Hello! I’m Aaron Kardell. In my Sunday newsletter, I pick one random topic to go deep on and have some disparate quick hits at the end.
I’ve founded numerous software businesses over nearly 30 years now. If I’m counting right, HomeSpotter’s first product in the market was also the seventh software product I created and would go on to commercialize. And that’s skipping over some things I built for fun with no intent to commercialize, some things I made for others while employed, and some things I thought were great ideas and started that I still couldn’t get to the finish line.
And along the journey, I’ve had nearly every advantage possible to put me on a path to success:
My Mom gave me access to a computer and some coding books, and I started coding in BASIC at the age of 6.
My parents were successful entrepreneurs and frequently talked about what was going on in their businesses at the dinner table.
I started my first software business selling Windows shareware, which I wrote when I was a sophomore in high school.
As I got further along in my career, multiple people were willing to take a bet on me and invest. Others gave helpful advice along the way.
And yet, I think it wasn’t until just the last ~7 years (after starting HomeSpotter) that I realized some key things I wish I had learned earlier:
For prolonged success, it helps if the problem your product is solving resonates with you deeply.
Just because you build it doesn’t mean they will come.
It is imperative to have a north star and a current plan for where you’re going.
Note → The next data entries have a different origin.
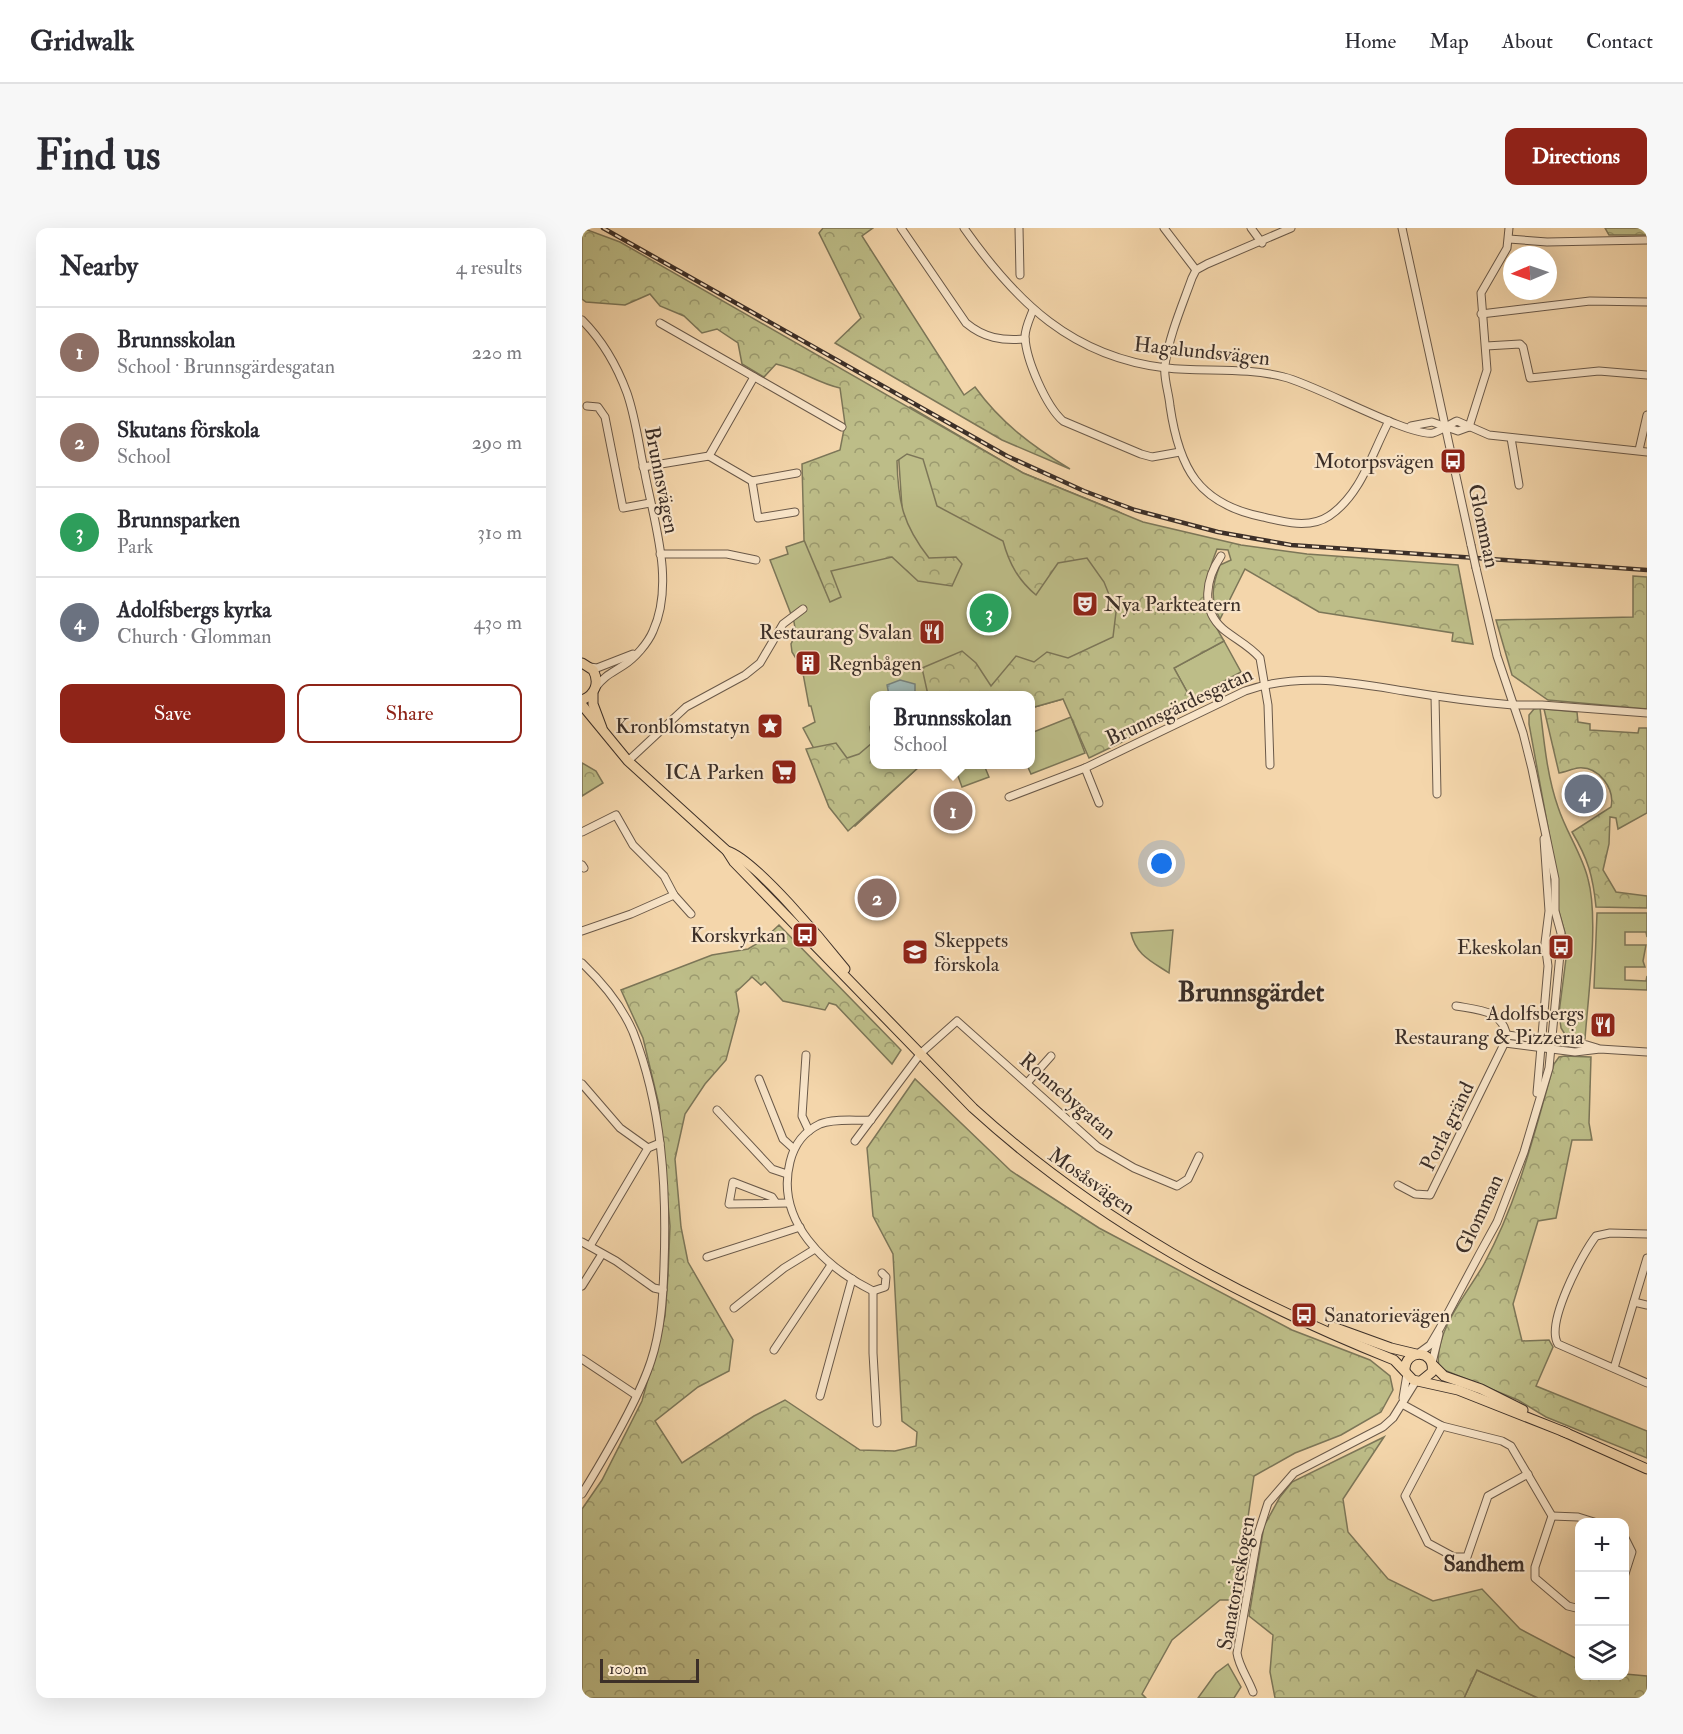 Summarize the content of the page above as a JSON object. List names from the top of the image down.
{
  "streets": {
    "main road": ["Mosåsvägen"],
    "street": [
      "Hagalundsvägen",
      "Brunnsvägen",
      "Glomman",
      "Brunnsgärdesgatan",
      "Ronnebygatan",
      "Porla gränd",
      "Sanatorieskogen"
    ]
  },
  "crossings": [
    ["Hagalundsvägen", "Glomman"],
    ["Brunnsvägen", "Mosåsvägen"],
    ["Glomman", "Brunnsgärdesgatan"],
    ["Glomman", "Mosåsvägen"],
    ["Ronnebygatan", "Mosåsvägen"]
  ],
  "districts": ["Brunnsgärdet", "Sandhem"],
  "places": {
    "bus stop": [
      "Motorpsvägen",
      "Korskyrkan",
      "Ekeskolan",
      "Sanatorievägen"
    ],
    "theatre": ["Nya Parkteatern"],
    "restaurant": ["Restaurang Svalan", "Adolfsbergs Restaurang & Pizzeria"],
    "building": ["Regnbågen"],
    "place": ["Kronblomstatyn"],
    "supermarket": ["ICA Parken"],
    "school or university": ["Skeppets förskola"]
  },
  "scale_bar": "100 m",
  "north": "left",
  "page": {
    "header": "Gridwalk",
    "nav": [
      "Home",
      "Map",
      "About",
      "Contact"
    ],
    "buttons": [
      "Directions",
      ["Save", "Share"]
    ],
    "title": "Find us",
    "heading": ["Nearby", "4 results"],
    "list": [
      {
        "mark": "1",
        "name": "Brunnsskolan",
        "note": "School · Brunnsgärdesgatan",
        "value": "220 m"
      },
      {
        "mark": "2",
        "name": "Skutans förskola",
        "note": "School",
        "value": "290 m"
      },
      {
        "mark": "3",
        "name": "Brunnsparken",
        "note": "Park",
        "value": "310 m"
      },
      {
        "mark": "4",
        "name": "Adolfsbergs kyrka",
        "note": "Church · Glomman",
        "value": "430 m"
      }
    ],
    "pins": [
      "3",
      "4",
      "1",
      "2"
    ],
    "popup": ["Brunnsskolan", "School"],
    "map_buttons": ["+", "−"],
    "scale": "100 m"
  }
}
Even with ~15 years prior experience to starting HomeSpotter, my standard playbook had always been:
Hey… I wonder if I could build this?
Now, I’m making this thing just to see if I can build it.
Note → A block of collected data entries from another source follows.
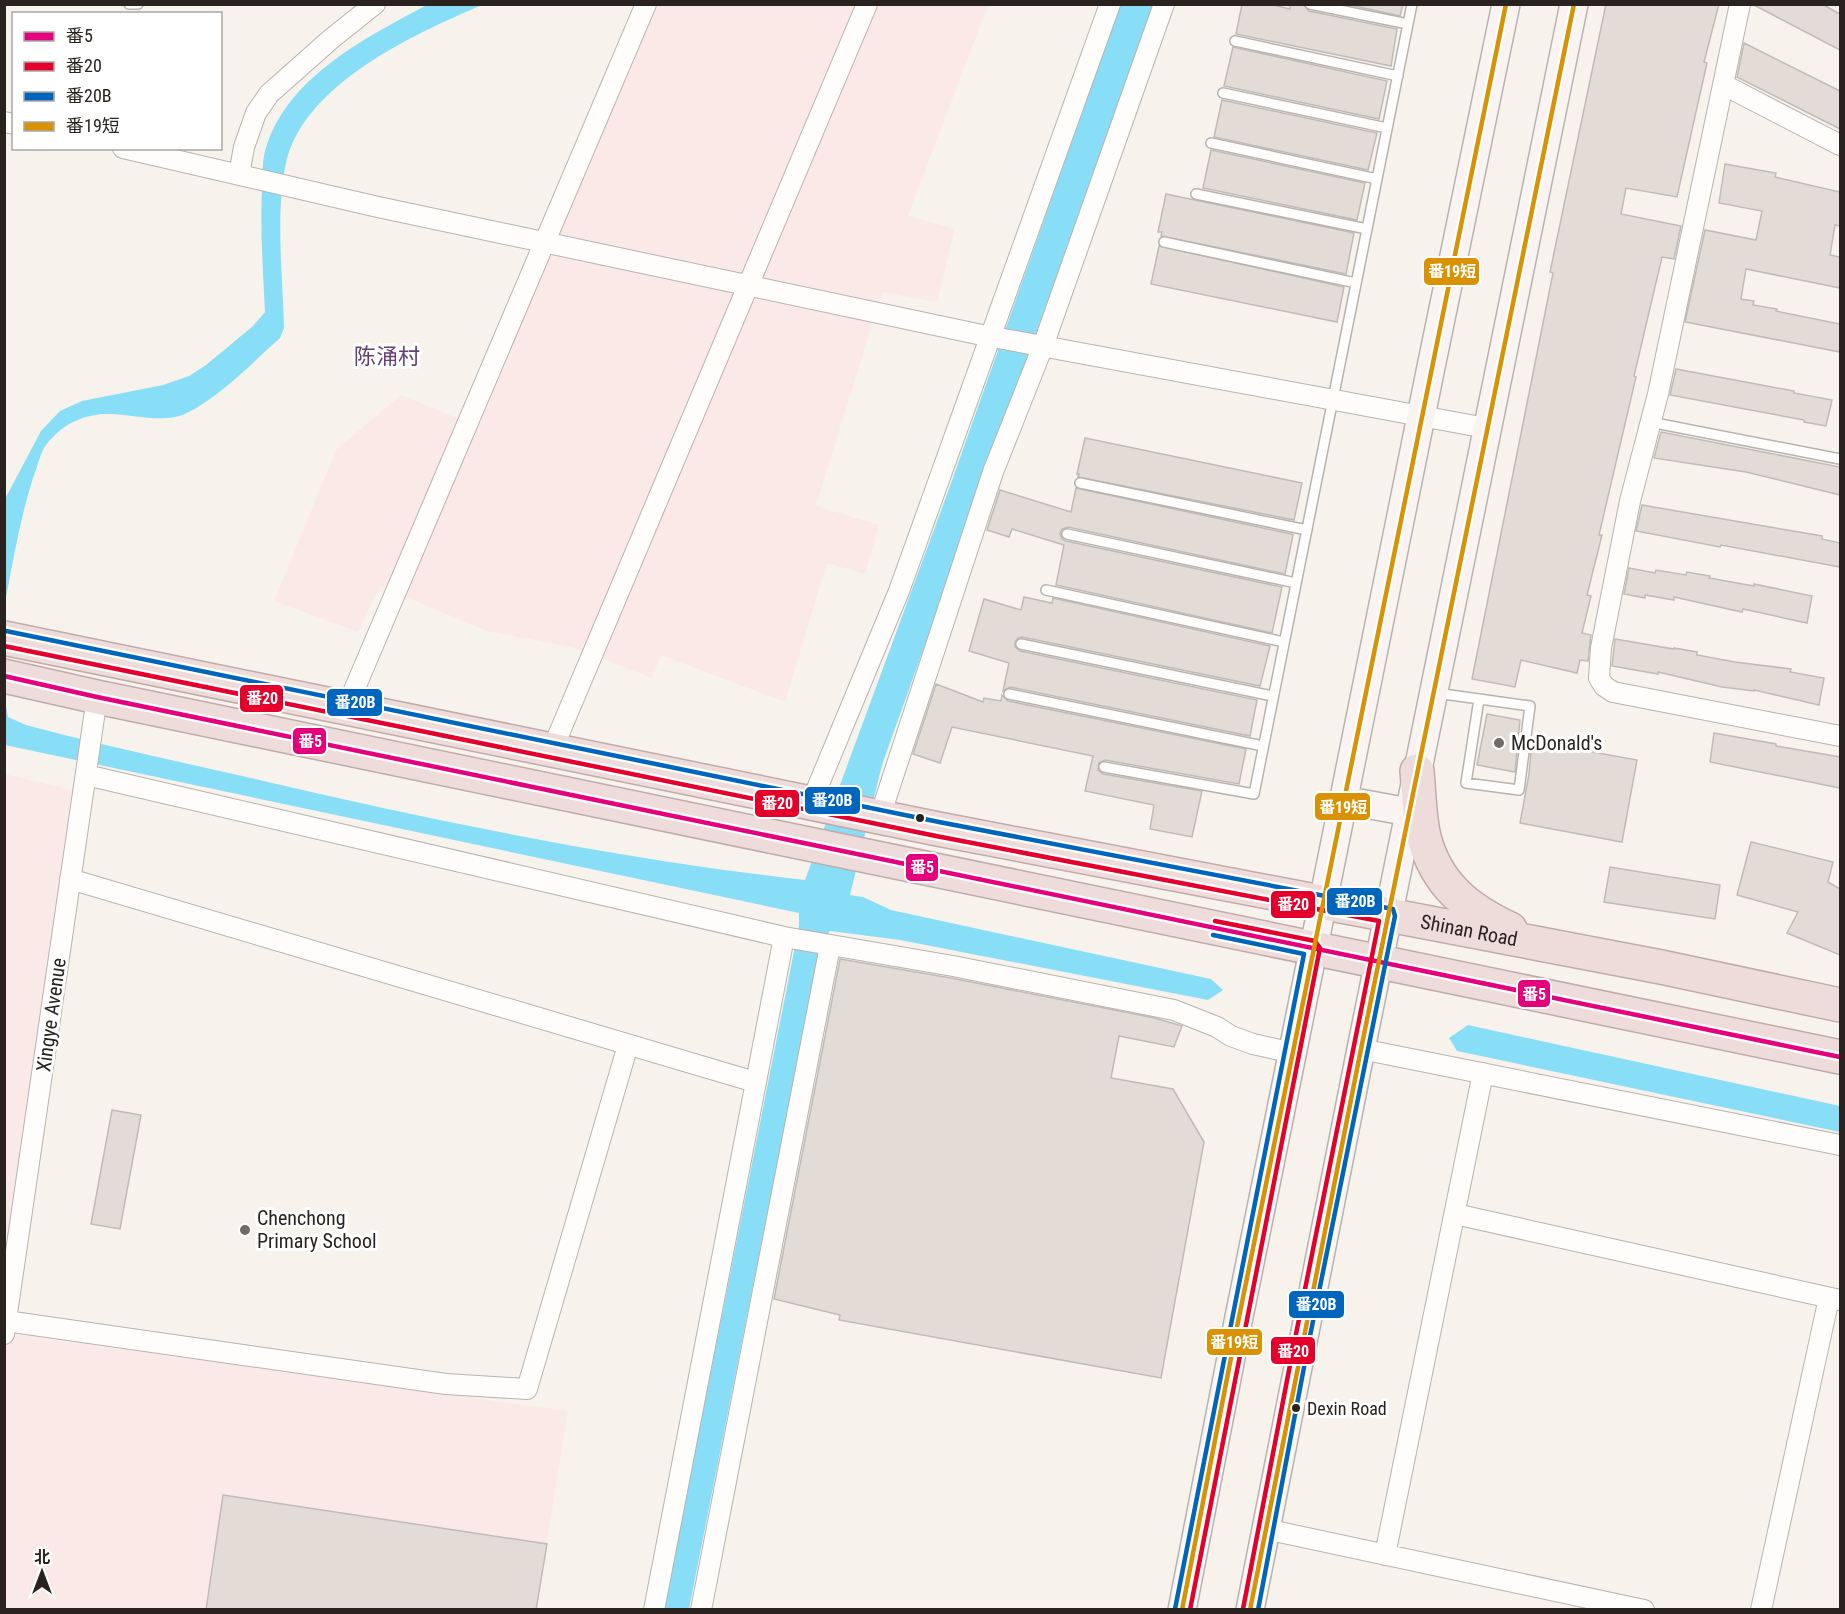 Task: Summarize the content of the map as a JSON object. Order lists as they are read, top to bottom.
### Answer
{
  "streets": {
    "highway": ["Shinan Road"],
    "street": ["Xingye Avenue"]
  },
  "districts": ["陈涌村"],
  "places": ["McDonald's", "Chenchong Primary School", "Dexin Road"],
  "lines": [
    "transit line 番19短",
    "transit line 番20B",
    "transit line 番20",
    "transit line 番5"
  ],
  "legend": [
    "番5",
    "番20",
    "番20B",
    "番19短"
  ],
  "north": "top"
}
I have a very vague picture of where I’m heading.
Wait… I guess I should think about who would buy this now!?
Why did I build this in the first place?
I started reflecting on this in part as I’ve been thinking through this process of writing a game app with my son that we hope to monetize.
There is no shortage of courses that teach adults and kids alike to code. But I wish more courses introduced kids to the idea of software entrepreneurship holistically. Such a course might assume that kids would learn about coding elsewhere. It would instead focus on critical things like:
How to identify promising ideas to build.
How to validate an idea before making it.
How to break down a product into manageable parts to be built.
How to market and sell a product after it is created.
Fortunately, better resources now exist for first-time technical founders. Y Combinator has made many resources available at large through Startup School. And online forums like Hacker News now exist where technical startup founders can congregate online and share ideas.
While those are great resources, I can’t help but wonder if there isn’t something that could be just a little more approachable for the 8 to 18 year-old crowd.
Mark Rober, an engineer well known for making creative gadgets and walking through the process on YouTube, has a fun course called Creative Engineering: Bring Your Creative Ideas to Life with Science & Engineering. It was impressive how it goes into parts of #1-#3 in my last list above. It doesn’t just prescribe a thing to build and then show how to do that. It forces you to come up with your own idea of what to make after thinking about why to do it in the first place.
Now, if there were just something like that for software entrepreneurship! Had such courses existed when I was a kid, I suspect I would have launched different ventures and gone even further with some of them. This isn’t meant to diminish my successes or minimize my failures. I’m grateful for every experience and live without regrets. However, I am a little curious about how things might have been different if I learned more about product management or simple business concepts like TAM or if I had focused on pre-selling ideas before building them at a much earlier age.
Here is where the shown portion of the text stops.